New toy and Reggie Bush-replacement Darren Sproles was quite a weapon for the Saints in week one against the Packers. Sproles affected the game with both his pass catching abilities and explosive returns on special teams. Payton deployed a package of screens and quick passes to get Sproles the ball in open space to maximize his dynamic play-making skills.
It will be strength on strength when the Saints have the ball, so this game will come down to what the Bears offense is able to do against an opportunistic Saints defense.
Defensive coordinator Gregg Williams’ aggressive defensive philosophy is a great compliment to Payton’s offense. Williams employs a blitz-happy scheme designed to disrupt the timing of an offense and generate turnovers. Williams’ defense was thoroughly dismantled in the 2011 opener against the Packers, but given the extraordinary offensive talent in Green Bay, that game is not indicative of how the Saints will perform for the rest of the season.
The new additions on the defensive line were brought in not only to bolster the run defense, but also to keep blockers off of talented linebacker Jonathan Vilma and allow him to make plays sideline-to-sideline. The Saints have an envious set of young safeties in Roman Harper and Malcom Jenkins. Harper is a prototypical in-the-box strong safety and the most effective blitzer on the Saints defense, whose versatility allows Williams to scheme blitz packages from different angles and fronts.
The Bears catch a break on offense as well, as Saints defensive end Will Smith is serving a two game suspension related to the positive test for the diuretic StarCaps, which is a big blow to pass rush. The lack of a pass rush off the edge against Green Bay forced Williams to blitz more, and Aaron Rodgers made the Saints pay dearly, continually finding open receivers down-field, typically picking on young cornerback Patrick Robinson. With ten days to prepare, expect a high volume of blitzes this Sunday that will test the communication of a young Bears’ offensive line in a hostile environment.
What to watch when the Bears have the ball:
Bears offensive guards (Chris Spencer & Chris Williams) versus Saints defensive tackles and blitz packages: If the Bears offensive guards are unable to get to the second level of the defense, Vilma will be able to key on running back Matt Forte, and Williams will be able to send extra pressure up the middle.
Bears WR’s versus Patrick Robinson: Aaron Rodgers continually targeted Robinson in week one, and I would expect Cutler to look his way in three wide receiver sets.

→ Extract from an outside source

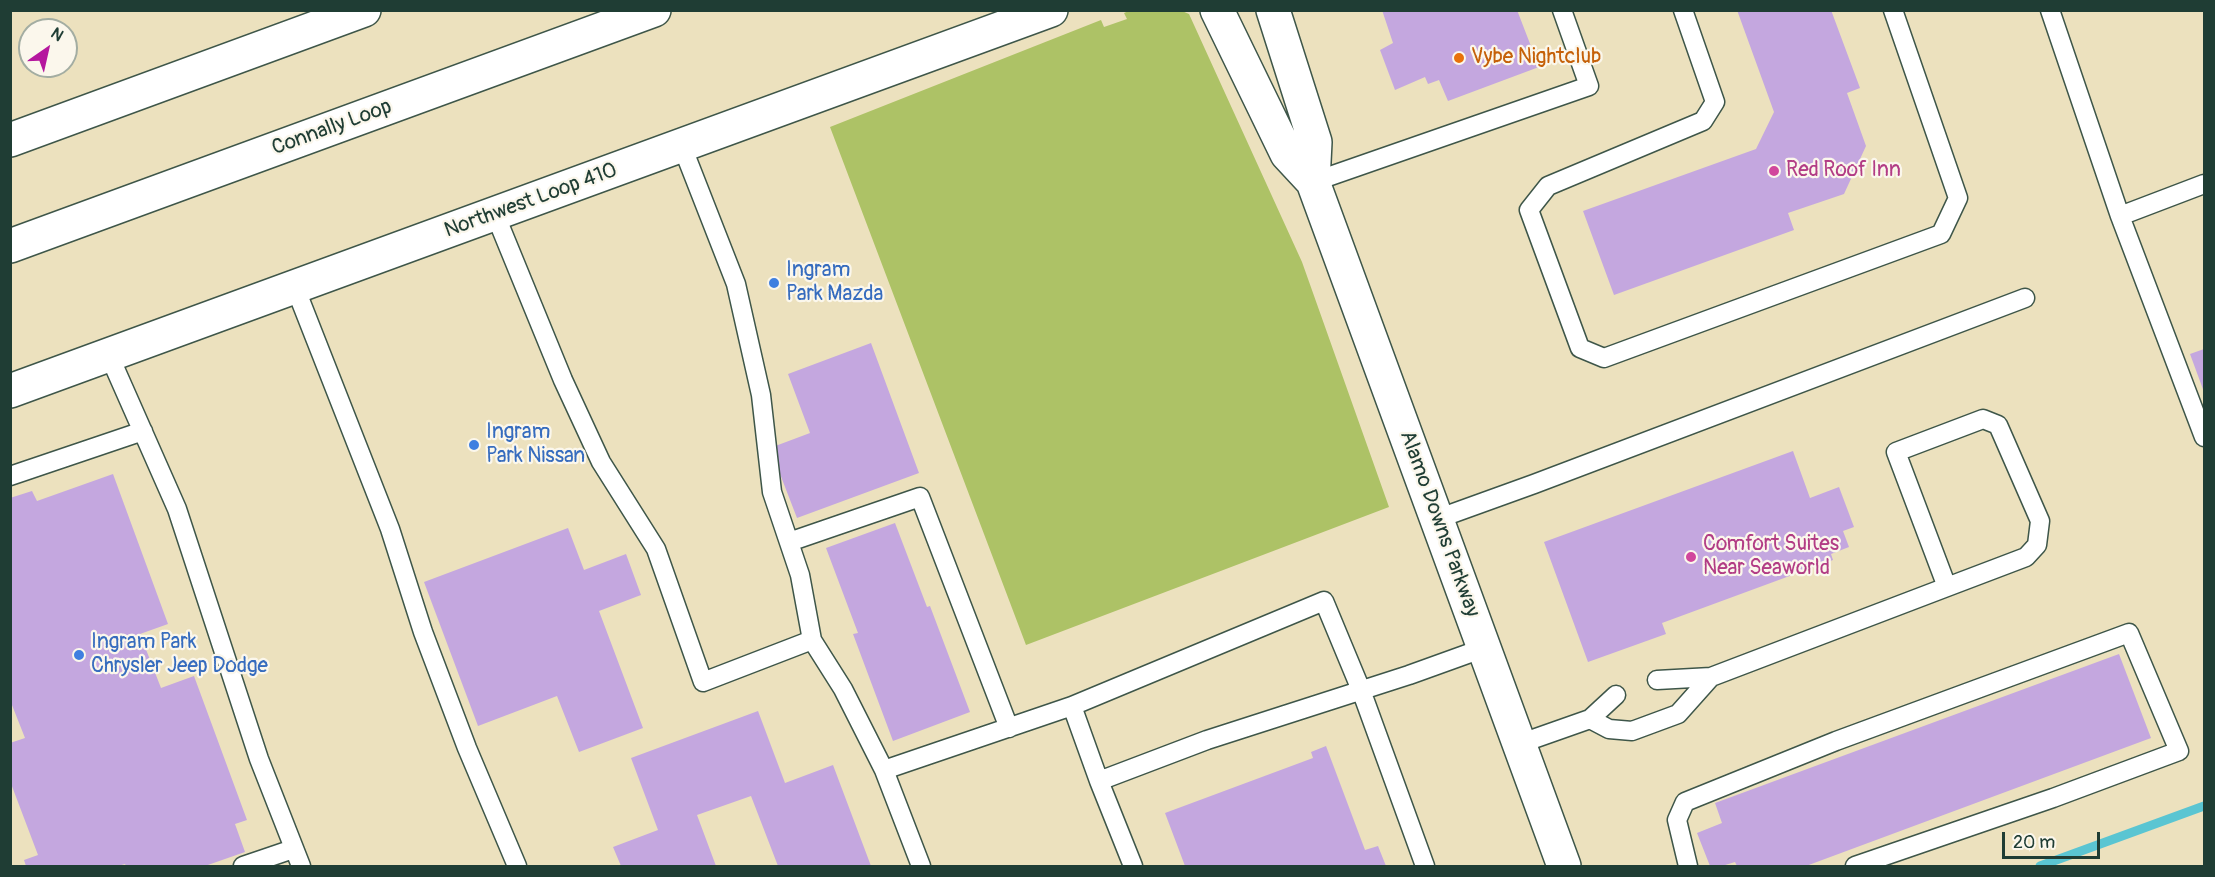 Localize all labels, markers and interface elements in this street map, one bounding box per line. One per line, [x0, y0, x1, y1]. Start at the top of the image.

Robinson struggled to locate the football and played with his back to the line of scrimmage, which makes for some easy completions.
What to watch when the Saints have the ball:
Henry Melton vs. Saints offensive guards (Jahri Evans & Carl Nicks): Melton was flat out dominant against Atlanta, but will be playing against much better offensive guards this weekend. If he can occupy two blockers, the Saints will be forced to keep in a tight end and/or RB to help with Peppers.
Major Wright vs. Saints receivers: Even with Colston and (potentially) Moore on the sidelines, the Saints will look to test Wright in coverage on deep seam and vertical routes. If Wright is unable to meet the challenge, don’t be surprised if this is the week Brandon Merriweather becomes the starting free safety for the rest of the season.